◆ **AIM OF THE EXERCISE**
Exact transcription, pictures omitted: begin at the top line of the records below and end with the line bearing "translate:-50% -50%; white-space:nowrap;".

◆ **SOURCE RECORDS**
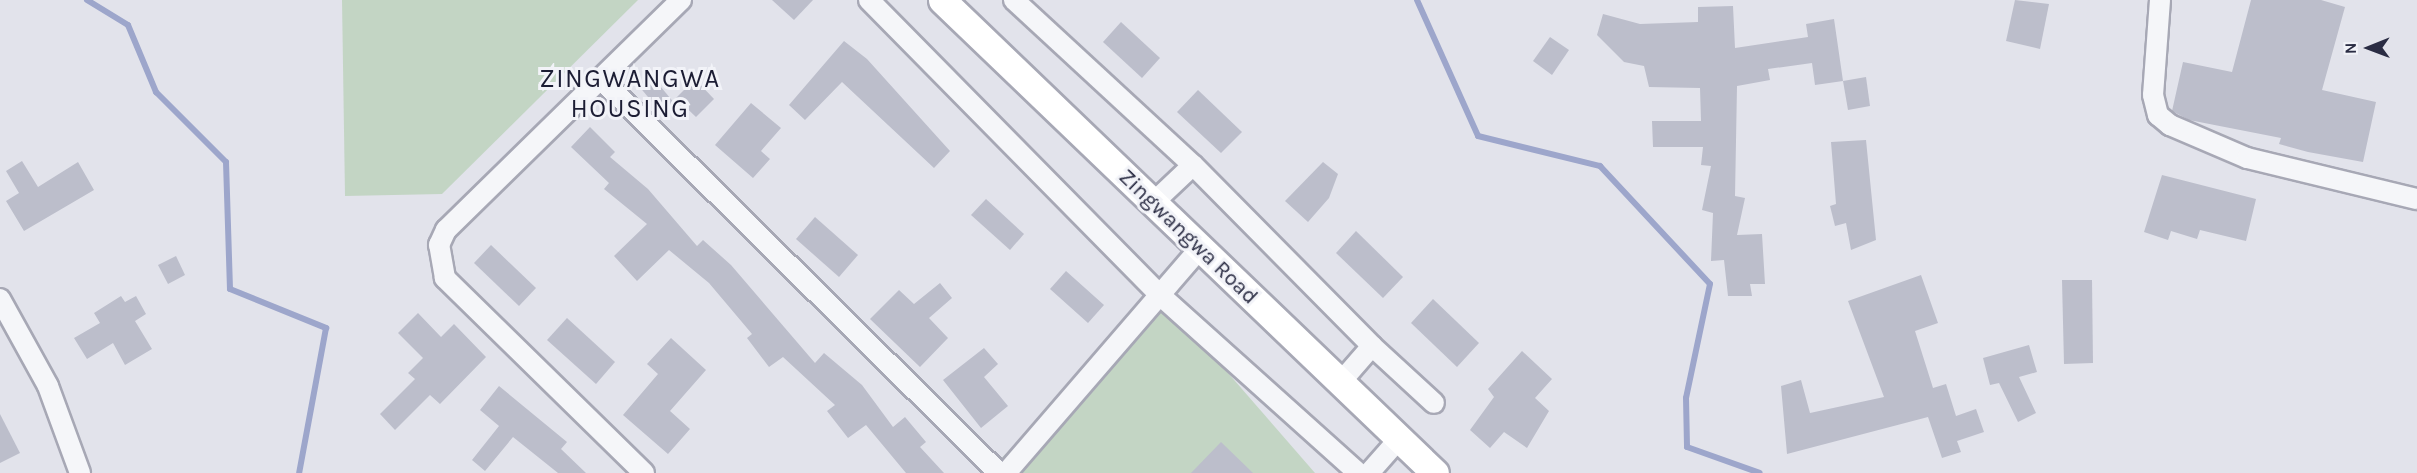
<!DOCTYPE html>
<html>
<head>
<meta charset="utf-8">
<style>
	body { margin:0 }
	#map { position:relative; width:2417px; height:473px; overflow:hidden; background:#e2e3eb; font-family:Karla,sans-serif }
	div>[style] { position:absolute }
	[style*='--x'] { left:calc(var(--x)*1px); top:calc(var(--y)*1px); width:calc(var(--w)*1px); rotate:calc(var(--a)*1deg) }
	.green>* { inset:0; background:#c3d5c4 }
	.stream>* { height:6px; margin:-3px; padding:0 3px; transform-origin:3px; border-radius:3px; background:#9da6cb }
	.building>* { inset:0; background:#bcbecb }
	.roads { filter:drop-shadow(2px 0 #a7a8b5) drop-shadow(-2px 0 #a7a8b5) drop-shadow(0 2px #a7a8b5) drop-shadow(0 -2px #a7a8b5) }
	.street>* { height:20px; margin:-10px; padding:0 10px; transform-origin:10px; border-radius:10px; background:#f5f6f9 }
	.secondary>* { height:27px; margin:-13.5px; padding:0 13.5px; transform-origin:13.5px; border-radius:13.5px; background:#fff }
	span { translate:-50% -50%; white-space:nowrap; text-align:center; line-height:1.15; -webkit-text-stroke:6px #f2f3f8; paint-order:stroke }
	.street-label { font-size:22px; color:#2a2c43 }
	.quarter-label { font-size:26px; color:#1c1d34; letter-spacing:1.5px }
	.north { position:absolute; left:2339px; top:18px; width:60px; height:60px; -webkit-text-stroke:4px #f2f3f8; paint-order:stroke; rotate:269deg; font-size:16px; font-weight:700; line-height:24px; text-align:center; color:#2a2c43 }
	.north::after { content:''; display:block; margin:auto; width:21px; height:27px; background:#2a2c43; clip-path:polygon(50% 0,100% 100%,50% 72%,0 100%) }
</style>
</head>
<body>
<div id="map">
	<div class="green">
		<i style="clip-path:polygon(342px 0,638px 0,442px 194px,345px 196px)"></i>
		<i style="clip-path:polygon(1161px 296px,1315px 473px,987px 473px)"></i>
	</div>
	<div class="stream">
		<i style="--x:87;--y:0;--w:48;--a:31.4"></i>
		<i style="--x:128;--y:25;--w:73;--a:67.3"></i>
		<i style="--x:156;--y:92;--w:99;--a:45"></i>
		<i style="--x:226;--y:162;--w:127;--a:88.2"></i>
		<i style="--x:230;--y:289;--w:104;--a:22.1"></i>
		<i style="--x:326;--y:328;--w:147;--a:100.5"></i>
		<i style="--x:1417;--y:0;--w:149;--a:65.8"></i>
		<i style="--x:1478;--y:136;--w:126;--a:13.8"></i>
		<i style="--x:1600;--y:166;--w:161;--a:47"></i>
		<i style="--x:1710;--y:284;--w:116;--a:101.9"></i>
		<i style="--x:1686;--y:398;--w:49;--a:88.8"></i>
		<i style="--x:1687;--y:447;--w:77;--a:19.6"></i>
	</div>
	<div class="building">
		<i style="clip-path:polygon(772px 0,813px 0,794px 20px)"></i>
		<i style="clip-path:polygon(2015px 0,2049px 4px,2040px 49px,2006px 41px)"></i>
		<i style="clip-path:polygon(2251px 0,2321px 0,2345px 7px,2322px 90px,2376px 102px,2363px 162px,2308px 152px,2279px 144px,2281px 138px,2189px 120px,2172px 111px,2183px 62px,2232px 72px)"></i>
		<i style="clip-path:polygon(1733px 6px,1735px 48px,1808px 37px,1806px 24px,1834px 19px,1843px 81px,1815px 85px,1812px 63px,1768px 69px,1770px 80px,1737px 86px,1735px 196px,1745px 198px,1737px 235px,1762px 234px,1765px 284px,1750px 284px,1752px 296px,1728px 296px,1724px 260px,1711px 261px,1713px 213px,1702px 210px,1711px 166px,1701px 165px,1703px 147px,1653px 147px,1652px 121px,1701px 121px,1700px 88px,1649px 87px,1644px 66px,1624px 62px,1597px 35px,1603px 14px,1640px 24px,1698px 22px,1698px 7px)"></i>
		<i style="clip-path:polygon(1121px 22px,1160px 58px,1142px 78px,1103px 42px)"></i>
		<i style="clip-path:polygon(1550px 37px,1569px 50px,1552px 75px,1533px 61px)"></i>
		<i style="clip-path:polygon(844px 41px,867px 59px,950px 151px,934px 168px,842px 82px,805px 120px,789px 105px)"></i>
		<i style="clip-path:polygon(651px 75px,675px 104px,663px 115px,638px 85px)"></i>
		<i style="clip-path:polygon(1866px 77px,1870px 106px,1848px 110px,1843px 81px)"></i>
		<i style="clip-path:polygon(695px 79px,714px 99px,696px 117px,676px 98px)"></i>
		<i style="clip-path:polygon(1198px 90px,1242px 132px,1221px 153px,1177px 112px)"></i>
		<i style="clip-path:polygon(751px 103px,781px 128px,761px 151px,770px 159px,753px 178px,715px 145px)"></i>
		<i style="clip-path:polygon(590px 127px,615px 152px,610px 157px,648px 189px,697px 246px,703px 240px,731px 265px,815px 363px,824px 353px,862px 385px,893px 427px,905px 417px,926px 442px,920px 447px,944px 473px,906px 473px,866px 425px,848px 438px,827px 411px,835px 405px,783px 357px,769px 367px,747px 338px,752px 334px,709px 283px,669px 250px,637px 281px,614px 256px,647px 224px,604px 189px,609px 183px,571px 147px)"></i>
		<i style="clip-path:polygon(1866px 140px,1876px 240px,1851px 250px,1846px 223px,1835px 226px,1830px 206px,1836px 204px,1831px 142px)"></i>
		<i style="clip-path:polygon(22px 161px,38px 187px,78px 162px,94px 190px,24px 231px,6px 201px,19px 193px,6px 171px)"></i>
		<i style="clip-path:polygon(1323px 162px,1338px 174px,1329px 198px,1308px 222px,1285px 201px)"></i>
		<i style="clip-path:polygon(2162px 175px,2256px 199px,2246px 241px,2200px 230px,2197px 239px,2171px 231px,2168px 240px,2144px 232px)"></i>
		<i style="clip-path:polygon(986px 199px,1024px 234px,1010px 250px,971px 215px)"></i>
		<i style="clip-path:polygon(815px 217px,858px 255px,839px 277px,796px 239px)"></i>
		<i style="clip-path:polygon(1356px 231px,1403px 277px,1383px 298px,1336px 253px)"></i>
		<i style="clip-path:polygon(491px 245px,536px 288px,519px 306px,474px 263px)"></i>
		<i style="clip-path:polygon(176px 256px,185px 275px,168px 284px,158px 265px)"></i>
		<i style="clip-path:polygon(1066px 271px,1104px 305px,1088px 323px,1050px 289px)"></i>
		<i style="clip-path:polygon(1921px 275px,1938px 323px,1915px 331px,1933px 388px,1946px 384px,1956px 416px,1976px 409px,1984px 432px,1957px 441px,1961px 452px,1942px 458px,1928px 417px,1787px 454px,1781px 386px,1801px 380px,1810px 413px,1884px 397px,1848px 301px)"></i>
		<i style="clip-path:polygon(2062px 280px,2092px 280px,2093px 363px,2064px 364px)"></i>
		<i style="clip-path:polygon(940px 283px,952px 298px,929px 318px,948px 338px,920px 367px,870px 319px,899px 290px,914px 304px)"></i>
		<i style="clip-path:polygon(121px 296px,125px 302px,136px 296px,146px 314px,135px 321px,152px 349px,125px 365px,113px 343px,87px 359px,74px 338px,100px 323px,94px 313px)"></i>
		<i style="clip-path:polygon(1433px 299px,1479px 343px,1457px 367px,1411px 323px)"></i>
		<i style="clip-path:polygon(418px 313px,441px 337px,454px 324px,486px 357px,440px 404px,430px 395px,395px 430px,380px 414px,415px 379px,408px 373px,423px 358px,398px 333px)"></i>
		<i style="clip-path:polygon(567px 318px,615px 362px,596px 384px,547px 340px)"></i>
		<i style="clip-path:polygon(671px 338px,706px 370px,670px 411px,690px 429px,668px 454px,623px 415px,658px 374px,647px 364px)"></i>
		<i style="clip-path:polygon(2029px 345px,2037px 372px,2019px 377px,2036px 413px,2018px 422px,1999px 383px,1990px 385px,1983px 358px)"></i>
		<i style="clip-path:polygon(984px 348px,998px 364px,984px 377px,1008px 406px,981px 428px,943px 380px)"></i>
		<i style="clip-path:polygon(1522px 351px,1552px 379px,1535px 398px,1549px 411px,1527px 448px,1504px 432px,1490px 448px,1470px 430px,1494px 397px,1488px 389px)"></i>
		<i style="clip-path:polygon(499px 386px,567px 442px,561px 449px,586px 473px,558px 473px,513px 437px,485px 471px,472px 460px,499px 426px,480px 410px)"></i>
		<i style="clip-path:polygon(0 414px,20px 453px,0 463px)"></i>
		<i style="clip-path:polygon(1221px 442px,1253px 473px,1191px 473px)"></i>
	</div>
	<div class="roads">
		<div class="street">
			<i style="--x:869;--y:0;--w:416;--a:45.4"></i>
			<i style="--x:1161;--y:296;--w:265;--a:41.9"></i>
			<i style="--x:1014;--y:0;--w:243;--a:42.7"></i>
			<i style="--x:1193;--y:165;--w:255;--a:45.3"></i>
			<i style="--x:2160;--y:0;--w:95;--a:94.2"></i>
			<i style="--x:2153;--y:95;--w:21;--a:76"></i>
			<i style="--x:2158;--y:115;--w:16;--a:40"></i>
			<i style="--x:2170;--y:125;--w:84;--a:23.2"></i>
			<i style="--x:2247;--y:158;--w:175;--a:13.6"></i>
			<i style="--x:603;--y:81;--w:557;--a:44.71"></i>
			<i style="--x:1153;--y:203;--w:55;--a:-43.5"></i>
			<i style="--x:0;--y:299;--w:99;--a:61.1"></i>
			<i style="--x:48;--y:386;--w:93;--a:69.8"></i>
			<i style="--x:1339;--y:384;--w:50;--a:-49"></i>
			<i style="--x:1372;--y:346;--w:84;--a:42.6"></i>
			<i style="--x:644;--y:473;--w:279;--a:-135.6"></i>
			<i style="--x:445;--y:278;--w:34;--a:-100"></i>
			<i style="--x:439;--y:245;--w:17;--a:-65"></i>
			<i style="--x:446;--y:230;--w:329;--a:-44.4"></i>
			<i style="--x:1006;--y:473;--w:297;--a:-49.2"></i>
			<i style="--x:1369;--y:473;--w:45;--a:-48.6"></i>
		</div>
		<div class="secondary">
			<i style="--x:942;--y:0;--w:683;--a:43.81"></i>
		</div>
	</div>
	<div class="street-label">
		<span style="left:1188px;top:237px;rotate:44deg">Zingwangwa Road</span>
	</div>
	<div class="quarter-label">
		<span style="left:630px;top:94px">ZINGWANGWA<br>HOUSING</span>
	</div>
	<div class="north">N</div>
</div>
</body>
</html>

◆ **TASK OUTPUT**
<!DOCTYPE html>
<html>
<head>
<meta charset="utf-8">
<style>
	body { margin:0 }
	#map { position:relative; width:2417px; height:473px; overflow:hidden; background:#e2e3eb; font-family:Karla,sans-serif }
	div>[style] { position:absolute }
	[style*='--x'] { left:calc(var(--x)*1px); top:calc(var(--y)*1px); width:calc(var(--w)*1px); rotate:calc(var(--a)*1deg) }
	.green>* { inset:0; background:#c3d5c4 }
	.stream>* { height:6px; margin:-3px; padding:0 3px; transform-origin:3px; border-radius:3px; background:#9da6cb }
	.building>* { inset:0; background:#bcbecb }
	.roads { filter:drop-shadow(2px 0 #a7a8b5) drop-shadow(-2px 0 #a7a8b5) drop-shadow(0 2px #a7a8b5) drop-shadow(0 -2px #a7a8b5) }
	.street>* { height:20px; margin:-10px; padding:0 10px; transform-origin:10px; border-radius:10px; background:#f5f6f9 }
	.secondary>* { height:27px; margin:-13.5px; padding:0 13.5px; transform-origin:13.5px; border-radius:13.5px; background:#fff }
	span { translate:-50% -50%; white-space:nowrap; text-align:center; line-height:1.15; -webkit-text-stroke:6px #f2f3f8; paint-order:stroke }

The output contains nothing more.